Is Curiosity All You Need? On the Utility of Emergent Behaviours from Curious Exploration

Abstract

Curiosity-based reward schemes can present powerful exploration mechanisms which facilitate the discovery of solutions for complex, sparse or long-horizon tasks. However, as the agent learns to reach previously unexplored spaces and the objective adapts to reward new areas, many behaviours emerge only to disappear due to being overwritten by the constantly shifting objective. We argue that merely using curiosity for fast environment exploration or as a bonus reward for a specific task does not harness the full potential of this technique and misses useful skills. Instead, we propose to shift the focus towards retaining the behaviours which emerge during curiosity-based learning. We posit that these self-discovered behaviours serve as valuable skills in an agent's repertoire to solve related tasks. Our experiments both demonstrate the continuous shift in behaviour throughout training and benefits of a simple method to reuse discovered behaviour for transfer tasks.


Authors' Notes

JACO gets a grip on cubes

During purely curious exploration, the JACO arm discovers how to pick up cubes, moves them around the workspace and even explores whether they can be balanced on their edges.

OP3 finds its balance

Curious exploration enables OP3 to walk upright, balance on one foot, sit down and even catch itself safely when leaping backwards - all without a specific target task to optimise for.

Intrinsic motivation [1, 2] can be a powerful concept to endow an agent with a mechanism to continuously explore its environment in the absence of task information.  One common way to implement intrinsic motivation is via curiosity learning [3, 4]. With this method, a predictive model about the environment's response to an agent's actions is trained alongside the agent's policy. This model can also be called a world model. When an action is taken, the world model makes a prediction about the agent's next observation. This prediction is then compared to the true observation made by the agent. Crucially, the reward given to the agent for taking this action is scaled by the error it made when predicting the next observation. This way, the agent is rewarded for taking actions whose outcomes are not yet well predictable. Simultaneously, the world model is updated to better predict the outcome of said action.

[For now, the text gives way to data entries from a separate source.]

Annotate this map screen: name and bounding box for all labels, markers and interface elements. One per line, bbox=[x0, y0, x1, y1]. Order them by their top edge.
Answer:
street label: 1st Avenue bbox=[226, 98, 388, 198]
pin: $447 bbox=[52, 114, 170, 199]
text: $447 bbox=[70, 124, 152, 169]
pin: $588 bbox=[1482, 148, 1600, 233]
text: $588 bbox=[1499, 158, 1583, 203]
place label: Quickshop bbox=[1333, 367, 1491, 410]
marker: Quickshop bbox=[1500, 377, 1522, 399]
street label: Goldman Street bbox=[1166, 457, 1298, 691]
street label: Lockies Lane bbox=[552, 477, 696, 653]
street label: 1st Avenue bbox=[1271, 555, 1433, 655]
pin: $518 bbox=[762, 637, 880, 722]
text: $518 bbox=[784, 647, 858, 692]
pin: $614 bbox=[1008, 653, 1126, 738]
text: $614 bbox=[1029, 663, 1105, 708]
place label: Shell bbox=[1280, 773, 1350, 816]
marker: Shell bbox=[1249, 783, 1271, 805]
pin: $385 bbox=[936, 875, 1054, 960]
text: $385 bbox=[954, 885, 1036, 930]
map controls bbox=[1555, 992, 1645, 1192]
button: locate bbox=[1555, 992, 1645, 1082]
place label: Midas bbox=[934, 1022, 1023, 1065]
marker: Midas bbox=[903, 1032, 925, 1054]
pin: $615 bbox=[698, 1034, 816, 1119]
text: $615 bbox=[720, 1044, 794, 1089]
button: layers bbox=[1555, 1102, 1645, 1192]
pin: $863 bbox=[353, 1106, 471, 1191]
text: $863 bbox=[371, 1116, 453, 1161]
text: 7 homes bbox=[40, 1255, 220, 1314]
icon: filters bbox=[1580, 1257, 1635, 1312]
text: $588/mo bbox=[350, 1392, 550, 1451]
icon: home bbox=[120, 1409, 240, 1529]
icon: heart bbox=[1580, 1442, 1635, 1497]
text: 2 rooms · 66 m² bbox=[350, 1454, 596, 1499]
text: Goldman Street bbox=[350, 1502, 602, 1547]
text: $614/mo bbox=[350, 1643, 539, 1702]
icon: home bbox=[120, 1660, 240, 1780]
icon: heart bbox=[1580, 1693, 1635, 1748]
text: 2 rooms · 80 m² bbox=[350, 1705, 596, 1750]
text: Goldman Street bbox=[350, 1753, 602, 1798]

This mechanism has been applied successfully in on-policy settings, e.g. to beat 2D computer games in an unsupervised way [4] or to train a general policy which is easily adaptable to concrete downstream tasks [5]. However, we believe that the true strength of curiosity learning lies in the diverse behaviour which emerges during the curious exploration process: As the curiosity objective changes, so does the resulting behaviour of the agent thereby discovering many complex policies which could be utilised later on, if they were retained and not overwritten.

In this paper, we make two contributions to study curiosity learning and harness its emergent behaviour: First, we introduce SelMo, an off-policy realisation of a self-motivated, curiosity-based method for exploration. We show that using SelMo, meaningful and diverse behaviour emerges solely based on the optimisation of the curiosity objective in simulated manipulation and locomotion domains. Second, we propose to extend the focus in the application of curiosity learning towards the identification and retention of emerging intermediate behaviours. We support this conjecture with an experiment which reloads self-discovered behaviours as pretrained, auxiliary skills in a hierarchical reinforcement learning setup.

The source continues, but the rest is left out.